Yo escribo en nombre de todos los poetas nunca muertos, porque alargada y eterna es su sombra. Escribo en memoria de ellos, creadores de mundos, artesanos de los sueños. Escribo por Conan Doyle y su mundo tan perdido como yo. Escribo para dar gracias por la gracia de haberme llevado a Las Minas del Rey Salomón, a La isla del tesoro y a la Historia de O, que muy grande y variado es el reino de mi imaginación y de todo hay _como debe ser_ en la viña del Señor.

Escribo por Sandokan y por La Perla de Labuán...

Yo escribo porque, al leer a Florián, me sentí más yo que a menudo mí mismo, al verme totalmente metido en la piel de su Francisquito, que quiso ser escritor y se quedó en eso, justo en lo que decía, en quererlo; en la de su amigo Jesús, viendo señales del destino, el sentido oculto de todas las cosas, hasta debajo de las piedras, y en la de su Don Rafael, escritor renegado de su don, avergonzado de sí mismo, porque su don jamás le trajo un plato de lentejas a la mesa de sus hijos.

Yo no escribo porque quiero, sino porque las palabras me han querido. Saben que soy presa fácil, _un calienta palabras y una puta verbal, en definitiva_, y que és fácil acostarse cuando quieran conmigo. Yo no quiero nada ni pretendo ya nada. Sólo me dejo hacer, me dejo llevar por ellas, que son más sabias que yo, porque me da un enorme placer. Esa es mi elección y mi recompensa. Eso es todo.
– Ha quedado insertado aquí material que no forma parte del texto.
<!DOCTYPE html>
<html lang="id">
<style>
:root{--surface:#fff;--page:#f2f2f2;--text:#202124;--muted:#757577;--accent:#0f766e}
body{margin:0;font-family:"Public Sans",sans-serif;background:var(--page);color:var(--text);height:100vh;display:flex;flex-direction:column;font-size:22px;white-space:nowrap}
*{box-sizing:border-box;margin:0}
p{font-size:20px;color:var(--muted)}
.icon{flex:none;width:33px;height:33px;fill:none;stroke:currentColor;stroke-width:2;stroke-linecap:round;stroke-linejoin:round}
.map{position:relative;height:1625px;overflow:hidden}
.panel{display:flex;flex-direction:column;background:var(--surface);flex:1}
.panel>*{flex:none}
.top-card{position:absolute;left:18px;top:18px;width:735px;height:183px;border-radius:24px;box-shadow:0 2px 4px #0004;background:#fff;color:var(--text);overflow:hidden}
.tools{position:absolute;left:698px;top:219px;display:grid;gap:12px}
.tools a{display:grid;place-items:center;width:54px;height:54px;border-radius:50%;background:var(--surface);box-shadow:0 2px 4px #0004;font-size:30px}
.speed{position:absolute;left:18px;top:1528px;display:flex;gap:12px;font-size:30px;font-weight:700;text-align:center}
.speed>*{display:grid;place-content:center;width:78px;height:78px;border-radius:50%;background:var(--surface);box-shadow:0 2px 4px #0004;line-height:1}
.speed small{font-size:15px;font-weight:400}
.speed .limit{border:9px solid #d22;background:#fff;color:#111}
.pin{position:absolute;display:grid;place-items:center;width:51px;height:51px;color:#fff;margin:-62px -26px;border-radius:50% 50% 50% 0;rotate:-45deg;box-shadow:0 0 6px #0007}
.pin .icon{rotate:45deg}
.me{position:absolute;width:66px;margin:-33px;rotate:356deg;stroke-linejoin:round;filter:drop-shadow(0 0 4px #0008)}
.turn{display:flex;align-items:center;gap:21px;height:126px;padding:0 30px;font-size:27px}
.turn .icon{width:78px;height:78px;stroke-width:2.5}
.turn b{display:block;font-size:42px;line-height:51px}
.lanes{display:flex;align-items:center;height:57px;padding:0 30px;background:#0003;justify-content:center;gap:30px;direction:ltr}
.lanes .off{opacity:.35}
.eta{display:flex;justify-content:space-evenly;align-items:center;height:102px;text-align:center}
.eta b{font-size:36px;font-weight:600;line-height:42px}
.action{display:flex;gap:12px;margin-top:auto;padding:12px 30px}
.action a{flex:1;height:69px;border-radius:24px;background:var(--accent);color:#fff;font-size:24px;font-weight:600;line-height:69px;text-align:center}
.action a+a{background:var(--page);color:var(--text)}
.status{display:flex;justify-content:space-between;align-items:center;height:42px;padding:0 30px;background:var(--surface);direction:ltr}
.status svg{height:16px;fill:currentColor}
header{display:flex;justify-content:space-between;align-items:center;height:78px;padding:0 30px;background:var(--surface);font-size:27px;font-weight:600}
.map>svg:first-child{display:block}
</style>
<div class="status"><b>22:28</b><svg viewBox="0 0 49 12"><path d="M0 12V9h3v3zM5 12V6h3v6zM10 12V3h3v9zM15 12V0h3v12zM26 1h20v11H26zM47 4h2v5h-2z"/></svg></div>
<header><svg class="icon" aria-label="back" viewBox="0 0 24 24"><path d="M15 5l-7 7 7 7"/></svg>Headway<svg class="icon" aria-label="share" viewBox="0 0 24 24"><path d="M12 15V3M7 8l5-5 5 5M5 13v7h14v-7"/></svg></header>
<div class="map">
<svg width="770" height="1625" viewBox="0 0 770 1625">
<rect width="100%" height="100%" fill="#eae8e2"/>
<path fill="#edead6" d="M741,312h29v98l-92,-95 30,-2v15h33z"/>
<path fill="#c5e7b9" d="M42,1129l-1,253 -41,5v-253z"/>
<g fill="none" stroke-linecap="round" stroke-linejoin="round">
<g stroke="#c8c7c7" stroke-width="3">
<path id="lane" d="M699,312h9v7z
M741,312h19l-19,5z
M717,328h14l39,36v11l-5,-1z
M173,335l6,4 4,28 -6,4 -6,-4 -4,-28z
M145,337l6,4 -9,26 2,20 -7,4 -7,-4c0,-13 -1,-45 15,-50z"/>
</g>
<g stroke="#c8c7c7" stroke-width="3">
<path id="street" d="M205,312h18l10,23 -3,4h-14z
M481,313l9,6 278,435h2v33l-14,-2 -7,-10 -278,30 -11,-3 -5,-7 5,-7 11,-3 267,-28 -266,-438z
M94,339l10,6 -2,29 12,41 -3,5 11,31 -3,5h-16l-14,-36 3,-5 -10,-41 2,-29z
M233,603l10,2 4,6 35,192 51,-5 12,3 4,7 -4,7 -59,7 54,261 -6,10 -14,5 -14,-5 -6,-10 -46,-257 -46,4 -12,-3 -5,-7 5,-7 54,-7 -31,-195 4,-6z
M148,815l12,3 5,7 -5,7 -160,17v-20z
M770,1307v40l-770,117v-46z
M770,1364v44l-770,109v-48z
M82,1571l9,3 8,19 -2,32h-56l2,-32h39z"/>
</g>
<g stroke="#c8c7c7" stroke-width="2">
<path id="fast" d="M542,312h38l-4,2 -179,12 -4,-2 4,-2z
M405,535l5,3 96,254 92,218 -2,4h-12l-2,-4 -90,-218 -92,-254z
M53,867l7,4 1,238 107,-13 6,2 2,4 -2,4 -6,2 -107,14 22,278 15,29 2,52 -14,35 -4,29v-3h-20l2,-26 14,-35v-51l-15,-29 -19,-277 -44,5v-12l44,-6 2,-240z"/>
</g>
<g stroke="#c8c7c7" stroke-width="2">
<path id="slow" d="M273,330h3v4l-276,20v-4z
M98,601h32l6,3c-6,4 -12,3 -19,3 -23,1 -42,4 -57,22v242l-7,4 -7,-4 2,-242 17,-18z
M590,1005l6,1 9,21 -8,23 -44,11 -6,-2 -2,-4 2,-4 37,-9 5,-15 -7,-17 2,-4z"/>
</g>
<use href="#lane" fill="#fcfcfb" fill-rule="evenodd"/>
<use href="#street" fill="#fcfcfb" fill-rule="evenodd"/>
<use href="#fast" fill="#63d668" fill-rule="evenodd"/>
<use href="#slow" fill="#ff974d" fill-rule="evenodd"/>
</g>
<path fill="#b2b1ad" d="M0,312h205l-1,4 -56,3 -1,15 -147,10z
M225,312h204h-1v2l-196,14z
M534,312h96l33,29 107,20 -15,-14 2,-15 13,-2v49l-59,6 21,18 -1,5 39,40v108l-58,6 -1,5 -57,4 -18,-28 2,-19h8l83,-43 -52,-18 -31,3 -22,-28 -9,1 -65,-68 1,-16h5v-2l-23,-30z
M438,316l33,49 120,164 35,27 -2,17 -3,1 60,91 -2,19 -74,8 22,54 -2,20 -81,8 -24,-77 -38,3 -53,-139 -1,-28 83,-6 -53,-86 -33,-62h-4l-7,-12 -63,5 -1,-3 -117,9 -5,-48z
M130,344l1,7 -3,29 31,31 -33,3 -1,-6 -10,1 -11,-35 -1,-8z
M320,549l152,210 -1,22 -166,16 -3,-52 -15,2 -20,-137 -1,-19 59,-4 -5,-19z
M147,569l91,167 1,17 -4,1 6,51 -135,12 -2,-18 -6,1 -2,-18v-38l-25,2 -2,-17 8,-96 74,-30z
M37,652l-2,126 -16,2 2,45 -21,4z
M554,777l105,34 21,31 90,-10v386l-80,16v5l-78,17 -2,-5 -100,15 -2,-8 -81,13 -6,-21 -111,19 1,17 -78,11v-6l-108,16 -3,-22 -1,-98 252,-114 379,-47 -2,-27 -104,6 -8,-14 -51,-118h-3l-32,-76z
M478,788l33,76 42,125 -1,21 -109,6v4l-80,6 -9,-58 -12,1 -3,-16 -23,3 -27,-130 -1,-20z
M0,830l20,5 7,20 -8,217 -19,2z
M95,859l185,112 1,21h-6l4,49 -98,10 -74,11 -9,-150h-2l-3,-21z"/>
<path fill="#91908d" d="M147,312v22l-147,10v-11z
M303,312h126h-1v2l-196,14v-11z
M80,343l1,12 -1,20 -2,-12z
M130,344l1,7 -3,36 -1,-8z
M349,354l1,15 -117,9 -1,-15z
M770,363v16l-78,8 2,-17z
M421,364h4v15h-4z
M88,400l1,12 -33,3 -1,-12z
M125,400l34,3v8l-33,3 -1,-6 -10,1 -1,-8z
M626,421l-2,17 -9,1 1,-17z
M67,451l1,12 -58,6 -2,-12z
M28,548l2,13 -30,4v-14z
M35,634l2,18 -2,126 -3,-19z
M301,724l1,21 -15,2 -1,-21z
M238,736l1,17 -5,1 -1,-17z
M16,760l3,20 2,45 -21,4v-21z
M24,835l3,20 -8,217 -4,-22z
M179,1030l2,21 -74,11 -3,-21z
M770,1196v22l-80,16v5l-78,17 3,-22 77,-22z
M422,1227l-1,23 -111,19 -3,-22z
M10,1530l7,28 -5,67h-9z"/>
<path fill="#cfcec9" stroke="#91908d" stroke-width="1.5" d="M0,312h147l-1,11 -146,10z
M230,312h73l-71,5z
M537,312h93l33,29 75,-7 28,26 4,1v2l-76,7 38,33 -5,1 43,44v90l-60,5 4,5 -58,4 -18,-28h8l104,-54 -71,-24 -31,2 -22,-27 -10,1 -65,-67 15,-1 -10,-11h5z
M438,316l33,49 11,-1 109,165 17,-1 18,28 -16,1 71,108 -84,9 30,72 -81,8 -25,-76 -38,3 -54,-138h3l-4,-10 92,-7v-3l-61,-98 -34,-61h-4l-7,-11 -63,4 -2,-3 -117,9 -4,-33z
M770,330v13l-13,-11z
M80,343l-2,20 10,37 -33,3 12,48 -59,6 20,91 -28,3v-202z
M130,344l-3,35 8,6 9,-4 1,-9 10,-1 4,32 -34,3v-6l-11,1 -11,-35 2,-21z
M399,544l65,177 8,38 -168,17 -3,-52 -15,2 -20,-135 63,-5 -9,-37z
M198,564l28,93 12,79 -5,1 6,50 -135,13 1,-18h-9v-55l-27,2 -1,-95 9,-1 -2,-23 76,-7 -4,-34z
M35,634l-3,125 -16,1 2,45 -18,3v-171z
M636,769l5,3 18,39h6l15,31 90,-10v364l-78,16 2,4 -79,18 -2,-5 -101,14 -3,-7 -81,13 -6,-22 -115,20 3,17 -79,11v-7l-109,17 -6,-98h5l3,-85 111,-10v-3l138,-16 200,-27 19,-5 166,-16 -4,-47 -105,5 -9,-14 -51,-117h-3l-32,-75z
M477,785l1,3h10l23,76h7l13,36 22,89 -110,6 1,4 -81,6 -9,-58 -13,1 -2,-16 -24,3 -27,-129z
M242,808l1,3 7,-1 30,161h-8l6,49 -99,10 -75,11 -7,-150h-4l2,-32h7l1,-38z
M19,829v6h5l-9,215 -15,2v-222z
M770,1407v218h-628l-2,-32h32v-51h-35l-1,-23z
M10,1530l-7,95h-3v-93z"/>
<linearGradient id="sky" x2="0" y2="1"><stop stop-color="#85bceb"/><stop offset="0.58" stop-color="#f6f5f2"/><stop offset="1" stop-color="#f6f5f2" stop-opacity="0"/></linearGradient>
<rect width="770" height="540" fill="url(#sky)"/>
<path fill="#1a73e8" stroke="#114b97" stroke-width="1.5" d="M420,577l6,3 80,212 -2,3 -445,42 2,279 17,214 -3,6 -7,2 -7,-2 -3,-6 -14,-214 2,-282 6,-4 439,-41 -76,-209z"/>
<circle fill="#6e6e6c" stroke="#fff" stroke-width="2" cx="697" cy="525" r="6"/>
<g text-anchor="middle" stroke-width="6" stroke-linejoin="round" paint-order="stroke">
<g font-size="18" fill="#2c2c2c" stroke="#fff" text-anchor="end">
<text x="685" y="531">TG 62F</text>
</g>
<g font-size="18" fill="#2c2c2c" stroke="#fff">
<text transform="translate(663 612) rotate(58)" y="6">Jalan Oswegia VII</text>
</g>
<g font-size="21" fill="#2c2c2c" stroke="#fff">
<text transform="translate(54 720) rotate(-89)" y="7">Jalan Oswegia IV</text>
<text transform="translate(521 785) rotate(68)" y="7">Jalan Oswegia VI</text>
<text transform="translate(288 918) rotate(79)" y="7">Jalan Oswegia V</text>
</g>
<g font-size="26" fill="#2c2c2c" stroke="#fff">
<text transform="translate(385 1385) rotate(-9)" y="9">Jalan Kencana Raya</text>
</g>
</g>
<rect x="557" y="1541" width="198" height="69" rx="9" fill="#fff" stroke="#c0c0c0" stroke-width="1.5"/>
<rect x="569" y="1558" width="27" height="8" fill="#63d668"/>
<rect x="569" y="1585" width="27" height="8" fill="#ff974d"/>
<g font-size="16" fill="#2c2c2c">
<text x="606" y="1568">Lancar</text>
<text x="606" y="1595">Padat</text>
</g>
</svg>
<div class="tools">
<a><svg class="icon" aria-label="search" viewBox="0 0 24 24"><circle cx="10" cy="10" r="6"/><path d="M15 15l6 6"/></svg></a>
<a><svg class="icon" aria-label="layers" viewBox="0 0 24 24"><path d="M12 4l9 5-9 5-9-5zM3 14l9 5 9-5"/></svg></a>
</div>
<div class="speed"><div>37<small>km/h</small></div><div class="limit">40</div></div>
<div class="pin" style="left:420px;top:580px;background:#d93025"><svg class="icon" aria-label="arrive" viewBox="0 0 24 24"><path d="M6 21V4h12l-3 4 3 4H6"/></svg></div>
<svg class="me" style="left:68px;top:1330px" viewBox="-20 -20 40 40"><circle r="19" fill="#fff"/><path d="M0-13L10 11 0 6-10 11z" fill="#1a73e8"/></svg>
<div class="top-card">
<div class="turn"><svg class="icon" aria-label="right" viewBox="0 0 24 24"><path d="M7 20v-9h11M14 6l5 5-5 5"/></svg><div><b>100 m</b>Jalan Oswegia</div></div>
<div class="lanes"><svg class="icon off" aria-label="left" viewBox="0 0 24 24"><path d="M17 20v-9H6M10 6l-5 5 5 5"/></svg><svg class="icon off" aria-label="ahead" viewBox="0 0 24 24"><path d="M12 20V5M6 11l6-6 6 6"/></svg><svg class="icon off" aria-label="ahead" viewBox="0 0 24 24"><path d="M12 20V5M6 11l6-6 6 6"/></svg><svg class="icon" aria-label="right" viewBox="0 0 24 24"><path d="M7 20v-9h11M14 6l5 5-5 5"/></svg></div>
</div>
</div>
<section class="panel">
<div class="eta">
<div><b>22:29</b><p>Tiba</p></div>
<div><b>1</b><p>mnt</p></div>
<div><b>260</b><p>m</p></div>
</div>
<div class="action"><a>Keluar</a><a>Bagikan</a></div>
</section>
Tú no eres escritor, Florián, porque lo quieras, porque vendas o no libros, porque publiques o dejes de publicar, porque te lean diez o cien mil. Tú no sabes nada del fracaso, porque eres escritor desde el mismo momento en que tocas el alma, en que emocionas a uno. Y eso ya lo has hecho... Aquí me tienes.

Tú, además, eres un escritor universal sin saberlo... sin creerlo... sin pretenderlo...

Porque Dios se siente menos solo cuando te lee.